Stored data
* * * * * * *

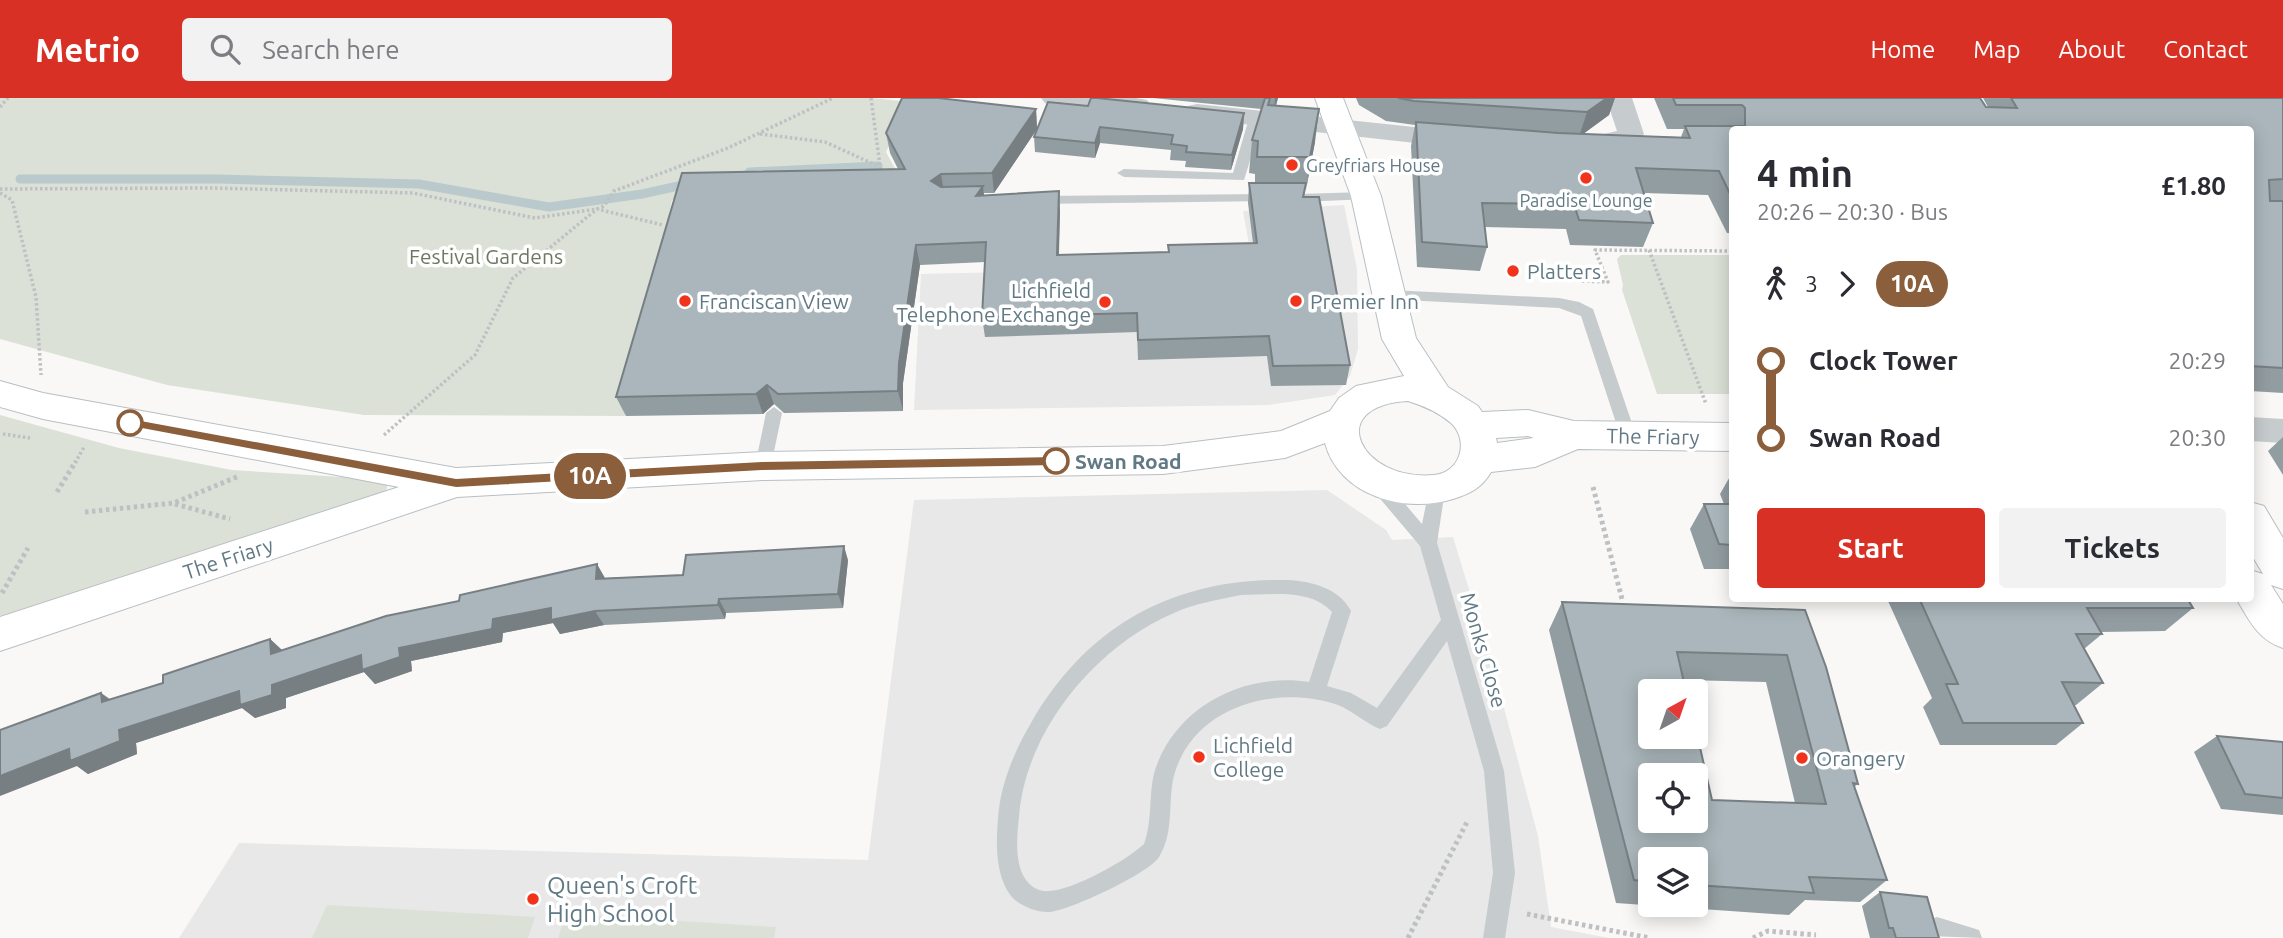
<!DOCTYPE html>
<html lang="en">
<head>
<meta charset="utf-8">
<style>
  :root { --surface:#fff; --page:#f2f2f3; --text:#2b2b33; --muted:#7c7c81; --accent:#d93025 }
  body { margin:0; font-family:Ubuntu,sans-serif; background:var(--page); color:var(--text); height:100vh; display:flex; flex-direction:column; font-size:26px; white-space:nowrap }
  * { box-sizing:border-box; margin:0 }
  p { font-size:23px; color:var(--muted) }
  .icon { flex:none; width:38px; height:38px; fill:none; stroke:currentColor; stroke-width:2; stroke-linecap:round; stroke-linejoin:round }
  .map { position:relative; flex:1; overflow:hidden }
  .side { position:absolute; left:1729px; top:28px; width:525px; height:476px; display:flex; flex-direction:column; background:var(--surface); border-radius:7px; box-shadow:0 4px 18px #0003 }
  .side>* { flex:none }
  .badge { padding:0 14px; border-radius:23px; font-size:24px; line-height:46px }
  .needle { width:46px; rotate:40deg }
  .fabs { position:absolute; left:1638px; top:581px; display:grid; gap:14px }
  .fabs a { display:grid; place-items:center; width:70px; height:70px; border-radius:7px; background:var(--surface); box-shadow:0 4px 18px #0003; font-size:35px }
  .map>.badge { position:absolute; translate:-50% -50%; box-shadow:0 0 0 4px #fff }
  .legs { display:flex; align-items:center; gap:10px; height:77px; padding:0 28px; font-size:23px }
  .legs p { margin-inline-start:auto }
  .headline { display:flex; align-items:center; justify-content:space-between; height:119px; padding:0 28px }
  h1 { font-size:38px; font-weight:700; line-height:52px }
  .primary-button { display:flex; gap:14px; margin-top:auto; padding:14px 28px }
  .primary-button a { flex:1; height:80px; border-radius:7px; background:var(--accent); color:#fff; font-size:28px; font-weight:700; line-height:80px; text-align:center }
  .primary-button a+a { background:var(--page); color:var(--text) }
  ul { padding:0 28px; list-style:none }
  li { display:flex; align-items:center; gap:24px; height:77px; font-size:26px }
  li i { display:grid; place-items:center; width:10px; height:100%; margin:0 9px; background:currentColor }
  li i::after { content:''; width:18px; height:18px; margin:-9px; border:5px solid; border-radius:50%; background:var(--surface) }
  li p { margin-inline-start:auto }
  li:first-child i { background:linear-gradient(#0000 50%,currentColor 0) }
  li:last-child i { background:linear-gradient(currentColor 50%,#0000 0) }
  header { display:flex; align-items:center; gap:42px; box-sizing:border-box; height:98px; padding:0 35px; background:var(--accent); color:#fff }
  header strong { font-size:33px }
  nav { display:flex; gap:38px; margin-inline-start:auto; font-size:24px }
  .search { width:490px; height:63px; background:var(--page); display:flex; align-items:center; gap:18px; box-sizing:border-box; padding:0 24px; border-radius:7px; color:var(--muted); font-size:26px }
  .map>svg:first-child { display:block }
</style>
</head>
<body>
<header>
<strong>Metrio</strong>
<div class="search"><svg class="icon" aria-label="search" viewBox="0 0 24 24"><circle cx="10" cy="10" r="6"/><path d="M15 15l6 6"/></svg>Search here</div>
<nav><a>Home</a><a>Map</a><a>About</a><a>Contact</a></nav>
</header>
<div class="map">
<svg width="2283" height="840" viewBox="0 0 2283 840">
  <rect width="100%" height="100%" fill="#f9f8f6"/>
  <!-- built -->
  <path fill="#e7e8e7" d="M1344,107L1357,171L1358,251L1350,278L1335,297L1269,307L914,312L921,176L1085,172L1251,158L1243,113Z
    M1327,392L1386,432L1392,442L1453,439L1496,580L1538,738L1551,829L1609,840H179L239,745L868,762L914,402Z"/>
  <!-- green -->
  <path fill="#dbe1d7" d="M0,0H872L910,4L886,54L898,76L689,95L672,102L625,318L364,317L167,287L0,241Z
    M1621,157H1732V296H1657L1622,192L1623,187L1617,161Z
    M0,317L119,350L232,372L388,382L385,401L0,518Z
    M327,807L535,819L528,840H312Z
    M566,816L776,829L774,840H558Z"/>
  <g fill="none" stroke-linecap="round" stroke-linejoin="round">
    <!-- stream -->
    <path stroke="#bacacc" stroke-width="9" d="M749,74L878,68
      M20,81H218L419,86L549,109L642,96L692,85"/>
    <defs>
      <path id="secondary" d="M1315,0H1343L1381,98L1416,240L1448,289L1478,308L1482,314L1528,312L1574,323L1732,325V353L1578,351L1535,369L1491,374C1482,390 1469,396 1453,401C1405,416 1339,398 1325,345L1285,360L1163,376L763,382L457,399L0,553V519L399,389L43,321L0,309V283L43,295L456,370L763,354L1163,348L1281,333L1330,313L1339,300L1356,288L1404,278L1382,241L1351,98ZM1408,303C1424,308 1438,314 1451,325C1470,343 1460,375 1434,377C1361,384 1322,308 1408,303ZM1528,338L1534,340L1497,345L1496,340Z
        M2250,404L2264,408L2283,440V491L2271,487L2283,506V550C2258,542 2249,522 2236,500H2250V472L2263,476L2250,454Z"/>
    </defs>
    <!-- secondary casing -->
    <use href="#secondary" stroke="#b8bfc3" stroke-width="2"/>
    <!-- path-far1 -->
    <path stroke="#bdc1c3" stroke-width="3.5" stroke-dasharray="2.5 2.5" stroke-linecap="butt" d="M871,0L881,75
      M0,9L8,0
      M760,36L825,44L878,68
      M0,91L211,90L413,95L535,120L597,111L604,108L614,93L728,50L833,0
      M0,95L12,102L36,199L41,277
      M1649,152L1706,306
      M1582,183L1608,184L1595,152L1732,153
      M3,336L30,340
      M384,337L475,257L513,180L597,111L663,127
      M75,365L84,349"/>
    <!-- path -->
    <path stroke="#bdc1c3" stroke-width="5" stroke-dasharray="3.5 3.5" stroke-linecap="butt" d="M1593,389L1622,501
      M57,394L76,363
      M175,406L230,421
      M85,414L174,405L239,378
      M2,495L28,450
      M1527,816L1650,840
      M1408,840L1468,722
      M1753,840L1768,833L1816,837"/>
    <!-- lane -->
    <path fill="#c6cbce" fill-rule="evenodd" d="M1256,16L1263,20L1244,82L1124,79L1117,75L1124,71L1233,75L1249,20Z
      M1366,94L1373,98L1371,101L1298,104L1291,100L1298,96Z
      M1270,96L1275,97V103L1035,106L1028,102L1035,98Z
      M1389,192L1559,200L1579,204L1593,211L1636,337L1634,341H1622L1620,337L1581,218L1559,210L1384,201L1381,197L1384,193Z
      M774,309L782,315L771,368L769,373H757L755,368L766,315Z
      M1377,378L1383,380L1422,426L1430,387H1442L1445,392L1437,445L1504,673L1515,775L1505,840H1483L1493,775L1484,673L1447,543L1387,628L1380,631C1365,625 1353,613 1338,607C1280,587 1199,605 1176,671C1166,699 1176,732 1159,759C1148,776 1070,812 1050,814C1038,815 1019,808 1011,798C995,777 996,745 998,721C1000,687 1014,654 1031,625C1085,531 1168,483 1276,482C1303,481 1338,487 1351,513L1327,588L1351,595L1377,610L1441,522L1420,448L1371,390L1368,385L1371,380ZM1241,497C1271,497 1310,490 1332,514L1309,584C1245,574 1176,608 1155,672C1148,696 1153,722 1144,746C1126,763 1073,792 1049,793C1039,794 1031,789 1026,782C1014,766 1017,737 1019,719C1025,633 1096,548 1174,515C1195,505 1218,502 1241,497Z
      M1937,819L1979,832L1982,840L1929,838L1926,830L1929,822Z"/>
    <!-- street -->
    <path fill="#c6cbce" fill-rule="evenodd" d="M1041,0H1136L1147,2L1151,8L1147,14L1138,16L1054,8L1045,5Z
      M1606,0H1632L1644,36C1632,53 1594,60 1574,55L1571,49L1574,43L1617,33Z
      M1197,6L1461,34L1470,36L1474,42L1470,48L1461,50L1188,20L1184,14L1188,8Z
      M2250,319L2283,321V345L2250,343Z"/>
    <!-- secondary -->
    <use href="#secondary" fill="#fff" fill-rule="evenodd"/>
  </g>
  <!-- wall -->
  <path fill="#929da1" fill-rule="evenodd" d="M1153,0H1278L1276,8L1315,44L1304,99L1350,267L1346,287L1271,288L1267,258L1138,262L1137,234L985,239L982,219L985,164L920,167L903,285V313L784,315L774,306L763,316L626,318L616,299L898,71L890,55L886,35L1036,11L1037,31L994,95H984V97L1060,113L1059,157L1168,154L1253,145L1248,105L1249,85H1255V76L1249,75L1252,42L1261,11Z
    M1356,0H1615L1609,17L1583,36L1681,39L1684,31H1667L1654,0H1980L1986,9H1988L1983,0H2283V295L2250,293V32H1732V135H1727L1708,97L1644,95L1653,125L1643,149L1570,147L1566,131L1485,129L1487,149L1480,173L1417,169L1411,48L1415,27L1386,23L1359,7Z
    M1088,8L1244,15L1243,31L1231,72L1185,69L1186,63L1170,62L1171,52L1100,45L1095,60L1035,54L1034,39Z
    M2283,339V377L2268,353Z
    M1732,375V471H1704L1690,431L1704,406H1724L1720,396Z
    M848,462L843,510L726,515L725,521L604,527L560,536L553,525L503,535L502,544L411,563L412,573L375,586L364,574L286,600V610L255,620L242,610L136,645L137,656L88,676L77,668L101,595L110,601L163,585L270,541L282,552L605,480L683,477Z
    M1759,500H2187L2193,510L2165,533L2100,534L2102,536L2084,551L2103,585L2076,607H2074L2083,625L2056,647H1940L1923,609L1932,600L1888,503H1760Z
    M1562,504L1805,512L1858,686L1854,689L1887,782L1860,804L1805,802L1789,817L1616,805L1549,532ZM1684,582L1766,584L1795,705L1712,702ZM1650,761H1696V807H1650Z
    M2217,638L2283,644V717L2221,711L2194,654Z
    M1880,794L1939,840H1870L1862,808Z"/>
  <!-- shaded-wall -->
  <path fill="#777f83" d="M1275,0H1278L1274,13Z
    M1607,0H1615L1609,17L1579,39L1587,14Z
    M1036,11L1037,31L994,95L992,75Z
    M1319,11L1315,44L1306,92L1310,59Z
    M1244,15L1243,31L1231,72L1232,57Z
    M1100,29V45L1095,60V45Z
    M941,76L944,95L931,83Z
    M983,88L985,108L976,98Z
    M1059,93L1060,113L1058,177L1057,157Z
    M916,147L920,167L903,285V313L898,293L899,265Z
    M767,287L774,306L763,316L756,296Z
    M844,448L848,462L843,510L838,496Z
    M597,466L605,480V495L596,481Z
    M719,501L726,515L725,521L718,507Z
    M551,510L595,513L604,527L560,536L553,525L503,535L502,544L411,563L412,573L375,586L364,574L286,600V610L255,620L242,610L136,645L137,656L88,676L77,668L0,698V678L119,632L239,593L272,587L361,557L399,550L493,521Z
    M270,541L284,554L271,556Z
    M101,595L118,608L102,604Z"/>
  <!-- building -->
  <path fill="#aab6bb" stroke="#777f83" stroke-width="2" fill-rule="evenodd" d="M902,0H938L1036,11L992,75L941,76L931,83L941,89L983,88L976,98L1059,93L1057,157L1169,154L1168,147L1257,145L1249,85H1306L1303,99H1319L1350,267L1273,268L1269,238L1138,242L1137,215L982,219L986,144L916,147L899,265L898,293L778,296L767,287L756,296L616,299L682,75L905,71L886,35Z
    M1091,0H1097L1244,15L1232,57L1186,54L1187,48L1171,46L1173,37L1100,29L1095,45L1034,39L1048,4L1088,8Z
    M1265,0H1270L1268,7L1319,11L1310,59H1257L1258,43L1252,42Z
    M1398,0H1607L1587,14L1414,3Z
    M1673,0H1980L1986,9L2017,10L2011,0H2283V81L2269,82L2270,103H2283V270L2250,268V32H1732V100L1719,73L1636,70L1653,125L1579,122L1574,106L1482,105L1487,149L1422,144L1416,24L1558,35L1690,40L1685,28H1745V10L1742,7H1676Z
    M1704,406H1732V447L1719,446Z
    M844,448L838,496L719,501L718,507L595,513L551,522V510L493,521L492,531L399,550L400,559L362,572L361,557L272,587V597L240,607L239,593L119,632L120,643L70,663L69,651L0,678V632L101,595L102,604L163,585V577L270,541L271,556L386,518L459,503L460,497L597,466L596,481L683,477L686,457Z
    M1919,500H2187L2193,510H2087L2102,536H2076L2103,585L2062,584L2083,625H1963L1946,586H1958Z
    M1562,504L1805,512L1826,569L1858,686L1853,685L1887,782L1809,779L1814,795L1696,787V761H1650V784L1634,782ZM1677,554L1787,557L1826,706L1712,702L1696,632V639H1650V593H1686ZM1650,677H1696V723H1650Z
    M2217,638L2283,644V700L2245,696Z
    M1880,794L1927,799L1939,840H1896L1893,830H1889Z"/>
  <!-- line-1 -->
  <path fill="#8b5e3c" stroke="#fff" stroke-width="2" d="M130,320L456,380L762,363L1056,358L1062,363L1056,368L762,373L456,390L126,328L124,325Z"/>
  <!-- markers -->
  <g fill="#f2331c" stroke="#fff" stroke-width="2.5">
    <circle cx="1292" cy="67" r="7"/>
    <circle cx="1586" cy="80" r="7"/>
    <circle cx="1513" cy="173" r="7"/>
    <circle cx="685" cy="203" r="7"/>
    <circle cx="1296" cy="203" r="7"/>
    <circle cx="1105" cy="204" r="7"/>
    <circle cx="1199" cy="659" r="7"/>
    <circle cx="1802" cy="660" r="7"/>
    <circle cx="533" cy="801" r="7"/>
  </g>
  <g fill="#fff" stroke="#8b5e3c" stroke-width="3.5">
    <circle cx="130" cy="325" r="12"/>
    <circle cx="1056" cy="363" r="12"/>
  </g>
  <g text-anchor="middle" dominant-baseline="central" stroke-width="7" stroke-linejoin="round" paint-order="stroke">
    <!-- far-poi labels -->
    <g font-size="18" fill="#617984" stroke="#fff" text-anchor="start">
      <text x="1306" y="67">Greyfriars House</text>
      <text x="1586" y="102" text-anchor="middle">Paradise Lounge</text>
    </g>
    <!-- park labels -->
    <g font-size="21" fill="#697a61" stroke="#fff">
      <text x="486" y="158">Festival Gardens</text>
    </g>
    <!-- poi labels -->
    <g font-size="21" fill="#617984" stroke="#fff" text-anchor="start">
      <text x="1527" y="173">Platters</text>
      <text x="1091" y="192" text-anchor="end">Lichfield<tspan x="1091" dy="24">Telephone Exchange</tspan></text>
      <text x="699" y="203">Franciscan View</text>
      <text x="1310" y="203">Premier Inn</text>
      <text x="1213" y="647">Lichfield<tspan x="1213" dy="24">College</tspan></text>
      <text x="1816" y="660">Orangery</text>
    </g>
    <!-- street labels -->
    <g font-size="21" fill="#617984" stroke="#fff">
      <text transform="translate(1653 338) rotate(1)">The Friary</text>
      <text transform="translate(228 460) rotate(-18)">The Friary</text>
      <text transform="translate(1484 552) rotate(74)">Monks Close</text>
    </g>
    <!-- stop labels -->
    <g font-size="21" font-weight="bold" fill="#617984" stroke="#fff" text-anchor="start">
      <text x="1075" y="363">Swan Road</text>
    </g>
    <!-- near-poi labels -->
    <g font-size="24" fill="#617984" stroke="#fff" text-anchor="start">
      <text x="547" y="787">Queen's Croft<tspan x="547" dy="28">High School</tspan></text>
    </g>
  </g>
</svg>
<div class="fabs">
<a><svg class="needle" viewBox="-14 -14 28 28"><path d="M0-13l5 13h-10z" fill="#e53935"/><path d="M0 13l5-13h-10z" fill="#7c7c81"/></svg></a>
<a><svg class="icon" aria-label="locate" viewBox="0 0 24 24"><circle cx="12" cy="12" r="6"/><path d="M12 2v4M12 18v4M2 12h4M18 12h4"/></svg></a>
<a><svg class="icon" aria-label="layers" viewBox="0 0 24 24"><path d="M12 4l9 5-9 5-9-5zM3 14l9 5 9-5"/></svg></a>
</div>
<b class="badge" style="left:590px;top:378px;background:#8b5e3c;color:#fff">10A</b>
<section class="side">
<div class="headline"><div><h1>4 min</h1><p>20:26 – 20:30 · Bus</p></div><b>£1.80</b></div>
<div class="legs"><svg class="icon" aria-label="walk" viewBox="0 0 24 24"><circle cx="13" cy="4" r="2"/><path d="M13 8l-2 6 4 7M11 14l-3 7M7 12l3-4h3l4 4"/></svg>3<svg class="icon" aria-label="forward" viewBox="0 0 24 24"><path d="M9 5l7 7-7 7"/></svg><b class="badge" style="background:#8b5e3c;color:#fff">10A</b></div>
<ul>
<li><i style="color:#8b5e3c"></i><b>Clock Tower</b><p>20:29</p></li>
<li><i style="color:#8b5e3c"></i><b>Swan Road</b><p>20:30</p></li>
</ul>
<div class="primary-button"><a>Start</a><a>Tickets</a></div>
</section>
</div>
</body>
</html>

* * * * * * *

__Aim of the task__. Determine how many of the lines above hold the word "fabs", and output that number by itself.

__Your response__. 3